The 2nd annual “Trust in U.S. Financial Services” survey from Edelman Public Relations found trust levels are suffering throughout the industry.Forty-six percent of individual investors participating in the survey trusted financial services companies less in 2010 than 2009. Of that substantial percentage, 57% said it is because financial services companies are “acting in a greedy manner” and 18% said the “industry itself has made the problems worse.” For the survey, “Individual Investors” are those with household incomes of at least $50,000 and that have at least $10,000 of investable assets.

“The way people perceive companies has changed significantly since the pre-crisis era, and the reputations of financial services companies in the U.S. have been some of the hardest hit,” said Matthew J. Harrington, CEO, Edelman U.S. “The decline in trust in these institutions – even as the financial markets were recovering – underscores the long road back they must travel to re-earn the lost trust.”

The survey also found that half of the respondents acknowledged needing help managing their money more effectively, but six in 10 are uncertain of the value that large financial services firms can provide in managing their money.

Investors said “honest communication” (91%) and “open and transparent business practices” (84%) are most important to them when considering the merits of a financial services company. Traditional marketing tactics – “fair and competitive prices” (75%), “available customer service” (74%) and “website with easy financial transactions” (62%) – ranked lower, as did “consistent product delivery” (75%).

Moving away from “big, bad banks” 

Edelman found less than half (49%) of respondents trust financial institutions in general. Community or regional banks scored highest in the survey (67%), with mutual fund companies coming in second at 55%. Life insurance companies (42%) and property/casualty insurers (37%) ranked in the middle of the pack, and investment banks (35%) and private equity firms (32%) were least trusted.

One silver lining large financial firms may want to pay attention to - "Entry-Level Affluents" – a sub-set of the survey with an annual income of more than $150,000 and investments of more than $100,000. They have significantly higher trust in both large, national banks (52%) and brokerage firms (49%), than the overall Individual Investor survey population (45% percent and 43% respectively).

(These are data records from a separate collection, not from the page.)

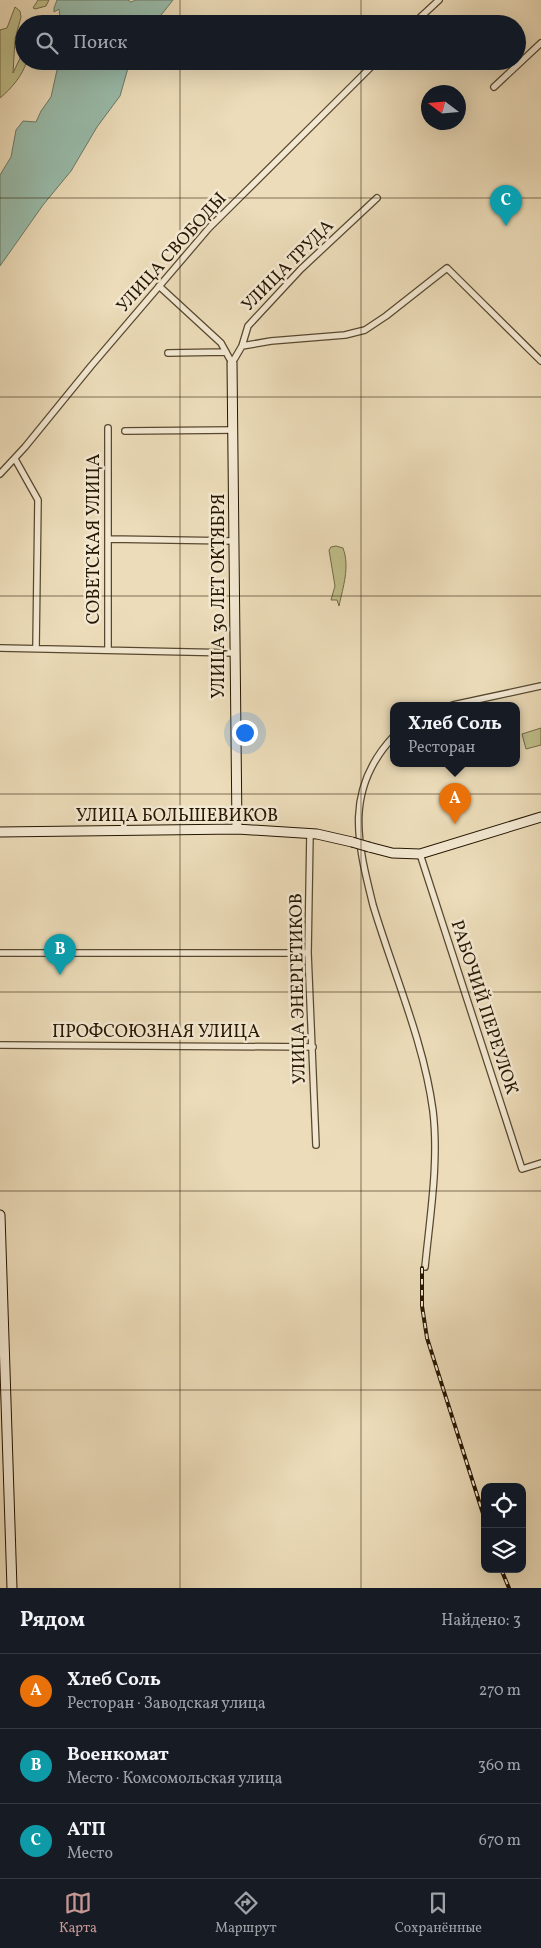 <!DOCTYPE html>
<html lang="ru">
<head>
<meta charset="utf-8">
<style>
	:root { --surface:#171b24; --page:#242831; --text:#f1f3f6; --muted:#9ea1a6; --line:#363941; --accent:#c59692 }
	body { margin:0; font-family:Vollkorn,serif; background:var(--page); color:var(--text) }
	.controls { position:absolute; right:15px; bottom:15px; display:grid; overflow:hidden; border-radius:10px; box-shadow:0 5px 20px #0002 }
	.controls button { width:45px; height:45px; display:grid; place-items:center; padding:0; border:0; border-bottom:1px solid var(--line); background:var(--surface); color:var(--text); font:25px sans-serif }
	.compass { position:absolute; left:421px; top:85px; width:45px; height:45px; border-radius:50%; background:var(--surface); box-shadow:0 5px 20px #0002; rotate:286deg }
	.you { position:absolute; left:244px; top:732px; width:18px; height:18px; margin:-12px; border:4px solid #fff; border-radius:50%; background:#1a73e8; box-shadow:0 0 0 8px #1a73e833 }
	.badge { display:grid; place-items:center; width:32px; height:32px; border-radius:50%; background:var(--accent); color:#fff; font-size:16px; font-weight:700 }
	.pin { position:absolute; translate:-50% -41px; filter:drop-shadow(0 1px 2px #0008) }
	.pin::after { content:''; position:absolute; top:26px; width:18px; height:15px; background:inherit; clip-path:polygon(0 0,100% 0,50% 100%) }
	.popup { position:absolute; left:390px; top:702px; width:130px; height:65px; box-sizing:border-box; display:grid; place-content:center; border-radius:10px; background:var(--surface); filter:drop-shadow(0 1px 4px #0005); font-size:16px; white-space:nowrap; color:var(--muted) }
	.popup b { font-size:19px; color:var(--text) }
	.popup::after { content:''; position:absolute; left:50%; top:100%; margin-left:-10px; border:10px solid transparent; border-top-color:var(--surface) }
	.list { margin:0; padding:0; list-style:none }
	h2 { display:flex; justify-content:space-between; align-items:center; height:65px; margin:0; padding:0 20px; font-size:21px }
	h2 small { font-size:16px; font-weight:400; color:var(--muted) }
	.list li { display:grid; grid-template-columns:32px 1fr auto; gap:15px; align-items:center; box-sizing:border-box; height:75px; padding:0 20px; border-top:1px solid var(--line) }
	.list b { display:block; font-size:19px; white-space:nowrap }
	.list p { margin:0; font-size:16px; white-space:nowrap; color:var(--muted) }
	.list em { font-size:16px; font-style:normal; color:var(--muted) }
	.icon { flex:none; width:28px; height:28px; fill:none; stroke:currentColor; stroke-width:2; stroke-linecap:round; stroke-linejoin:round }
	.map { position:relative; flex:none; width:541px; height:1588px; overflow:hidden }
	.search { position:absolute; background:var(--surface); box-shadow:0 5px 20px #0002; left:15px; right:15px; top:15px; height:55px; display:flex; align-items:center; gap:12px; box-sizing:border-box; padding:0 18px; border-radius:28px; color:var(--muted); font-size:19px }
	.sheet { height:290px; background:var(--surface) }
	nav { display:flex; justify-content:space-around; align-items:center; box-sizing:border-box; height:70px; border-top:1px solid var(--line); background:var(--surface); font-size:14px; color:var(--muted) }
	nav a { display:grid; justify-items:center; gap:2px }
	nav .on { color:var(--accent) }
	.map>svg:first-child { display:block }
	.green { fill:#bfbe8a; stroke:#726a46 }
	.water { fill:#99bcab; stroke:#6b7a67 }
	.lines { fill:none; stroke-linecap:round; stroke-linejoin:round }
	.street-casing { stroke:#57482f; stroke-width:8 }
	.secondary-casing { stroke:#251601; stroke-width:11 }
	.street { stroke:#f3e8d2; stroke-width:5.5 }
	.secondary { stroke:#f3e8d2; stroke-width:9 }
	.rail-casing { stroke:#251601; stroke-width:4 }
	.rail { stroke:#f3e8d2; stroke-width:2; stroke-dasharray:5.5; stroke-linecap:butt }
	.secondary-bridge-casing { stroke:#251601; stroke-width:11; stroke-linecap:butt }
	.secondary-bridge { stroke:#f3e8d2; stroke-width:9 }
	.grid { fill:none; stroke:#251601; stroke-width:1; stroke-opacity:0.55 }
	.labels { text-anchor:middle; stroke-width:5; stroke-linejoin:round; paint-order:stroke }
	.street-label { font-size:18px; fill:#251601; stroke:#f3e8d2 }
</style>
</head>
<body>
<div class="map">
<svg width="541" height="1588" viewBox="0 0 541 1588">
	<rect width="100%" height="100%" fill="#ecdcb9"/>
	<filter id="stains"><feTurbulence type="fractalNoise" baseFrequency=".004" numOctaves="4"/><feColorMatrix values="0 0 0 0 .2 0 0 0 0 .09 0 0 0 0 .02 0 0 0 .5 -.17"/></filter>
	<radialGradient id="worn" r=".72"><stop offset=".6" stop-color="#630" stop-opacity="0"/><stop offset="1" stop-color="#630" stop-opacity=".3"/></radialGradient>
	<!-- green -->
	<path class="green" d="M38,0H49L46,6L35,9L33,8Z
		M15,7L20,11L21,17L15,39L13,73L24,50V61H27C22,76 12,88 0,98V30L7,28Z
		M336,546L343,548C350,567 343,587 339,606L337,600H331L335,586L329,550L331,547Z
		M541,728V745L526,749L522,734Z"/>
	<!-- water -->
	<path class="water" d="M57,0H128L131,2L136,0H173L154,24H61L59,9L54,12V8Z
		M59,61H130L120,96L97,127L71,171L43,205L0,266V175L11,157L16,130L23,121L36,122L41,111L51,97Z"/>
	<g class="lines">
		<defs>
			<path id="street" d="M413,24L439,0
				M494,87L541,43
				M159,286L221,343L232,363L242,346L248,326L301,269L377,198
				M242,346L271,341L345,335L365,330L386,316L447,268L541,361
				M168,353L226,352
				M108,428V650
				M125,431L234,430
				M15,459L38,500L36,648
				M0,474L25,447L91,366L209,228L377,61
				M108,539L234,541
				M0,648L235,653
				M453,705L541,686
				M394,736C344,789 357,841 373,905C393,972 424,1042 433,1111C439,1162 430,1216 425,1267
				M310,833L308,953L316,1145
				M420,854L522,1169L541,1163
				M0,953H308
				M0,1045L313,1047"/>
			<path id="secondary" d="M232,363L237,829
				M0,832L237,829L317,834L352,842
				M369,847L392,853L420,854L541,817
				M0,1215L12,1588"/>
		</defs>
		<!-- street casing -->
		<use href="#street" class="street-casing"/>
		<!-- secondary casing -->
		<use href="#secondary" class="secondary-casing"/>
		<!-- street -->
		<use href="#street" class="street"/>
		<!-- secondary -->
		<use href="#secondary" class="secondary"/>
		<defs>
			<path id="rail" d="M422,1268V1306L427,1338L485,1520
				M501,1569L509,1588"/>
		</defs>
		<!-- rail casing -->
		<use href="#rail" class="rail-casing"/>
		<!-- rail -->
		<use href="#rail" class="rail"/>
		<defs>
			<path id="secondary-bridge" d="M352,842L369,847"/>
		</defs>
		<!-- secondary-bridge casing -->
		<use href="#secondary-bridge" class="secondary-bridge-casing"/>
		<!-- secondary-bridge -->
		<use href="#secondary-bridge" class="secondary-bridge"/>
	</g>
	<!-- grid -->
	<path class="grid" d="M180,0V24M361,0V24M180,61V1588M361,61V1588M0,198H541M0,397H541M0,596H541M0,794H541M0,992H541M0,1191H541M0,1390H541"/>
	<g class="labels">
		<!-- street labels -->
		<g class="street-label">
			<text transform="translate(171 252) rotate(-48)" y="6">УЛИЦА СВОБОДЫ</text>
			<text transform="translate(287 265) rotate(-45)" y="6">УЛИЦА ТРУДА</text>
			<text transform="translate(93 539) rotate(-90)" y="6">СОВЕТСКАЯ УЛИЦА</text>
			<text transform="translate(218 596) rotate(-90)" y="6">УЛИЦА 30 ЛЕТ ОКТЯБРЯ</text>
			<text x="177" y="821">УЛИЦА БОЛЬШЕВИКОВ</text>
			<text transform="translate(297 989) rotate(-91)" y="6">УЛИЦА ЭНЕРГЕТИКОВ</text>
			<text transform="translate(485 1007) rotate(72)" y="6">РАБОЧИЙ ПЕРЕУЛОК</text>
			<text x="156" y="1037">ПРОФСОЮЗНАЯ УЛИЦА</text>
		</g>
	</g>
	<rect width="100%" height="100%" filter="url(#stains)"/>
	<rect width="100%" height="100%" fill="url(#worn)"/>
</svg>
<div class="controls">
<button><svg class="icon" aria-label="locate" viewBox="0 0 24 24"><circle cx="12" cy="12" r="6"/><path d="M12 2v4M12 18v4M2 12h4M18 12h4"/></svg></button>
<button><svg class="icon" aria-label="layers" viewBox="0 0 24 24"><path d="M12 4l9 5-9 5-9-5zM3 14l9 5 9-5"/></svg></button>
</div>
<svg class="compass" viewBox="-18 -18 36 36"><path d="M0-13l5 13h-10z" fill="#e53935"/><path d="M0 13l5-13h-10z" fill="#9ea1a6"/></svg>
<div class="you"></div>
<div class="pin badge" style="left:455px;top:824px;background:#e8710a">A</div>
<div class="popup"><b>Хлеб Соль</b>Ресторан</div>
<div class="pin badge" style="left:60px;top:975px;background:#0f9aa8">B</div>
<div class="pin badge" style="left:506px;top:226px;background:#0f9aa8">C</div>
<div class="search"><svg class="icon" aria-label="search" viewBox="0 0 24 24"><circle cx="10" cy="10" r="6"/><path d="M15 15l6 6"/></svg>Поиск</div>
</div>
<section class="sheet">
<h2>Рядом<small>Найдено: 3</small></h2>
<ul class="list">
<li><span class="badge" style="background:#e8710a">A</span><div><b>Хлеб Соль</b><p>Ресторан · Заводская улица</p></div><em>270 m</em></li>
<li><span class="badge" style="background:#0f9aa8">B</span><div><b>Военкомат</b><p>Место · Комсомольская улица</p></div><em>360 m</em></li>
<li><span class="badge" style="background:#0f9aa8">C</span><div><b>АТП</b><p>Место</p></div><em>670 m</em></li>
</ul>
</section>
<nav>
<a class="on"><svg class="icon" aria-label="map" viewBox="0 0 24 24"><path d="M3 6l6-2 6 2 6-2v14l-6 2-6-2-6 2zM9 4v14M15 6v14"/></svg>Карта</a>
<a><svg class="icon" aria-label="directions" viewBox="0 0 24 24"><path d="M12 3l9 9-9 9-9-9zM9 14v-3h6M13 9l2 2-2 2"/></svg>Маршрут</a>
<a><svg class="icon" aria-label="saved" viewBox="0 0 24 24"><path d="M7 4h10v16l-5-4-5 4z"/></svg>Сохранённые</a>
</nav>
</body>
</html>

Respondents viewed client-facing professionals – brokers, advisers, agents and bankers – as the most credible sources of information (37%) from financial services firms, with portfolio managers seen as the second most credible (15%).    

Fifty-six percent of those surveyed believe that financial institutions need to be regulated more, even after the passage in July 2010 of the Dodd–Frank Wall Street Reform and Consumer Protection Act. Additionally, two out of three respondents believe Dodd-Frank doesn't address some problems, and 65% believe government agencies, financial services companies and Congress must work together to address the problems facing the financial services industry.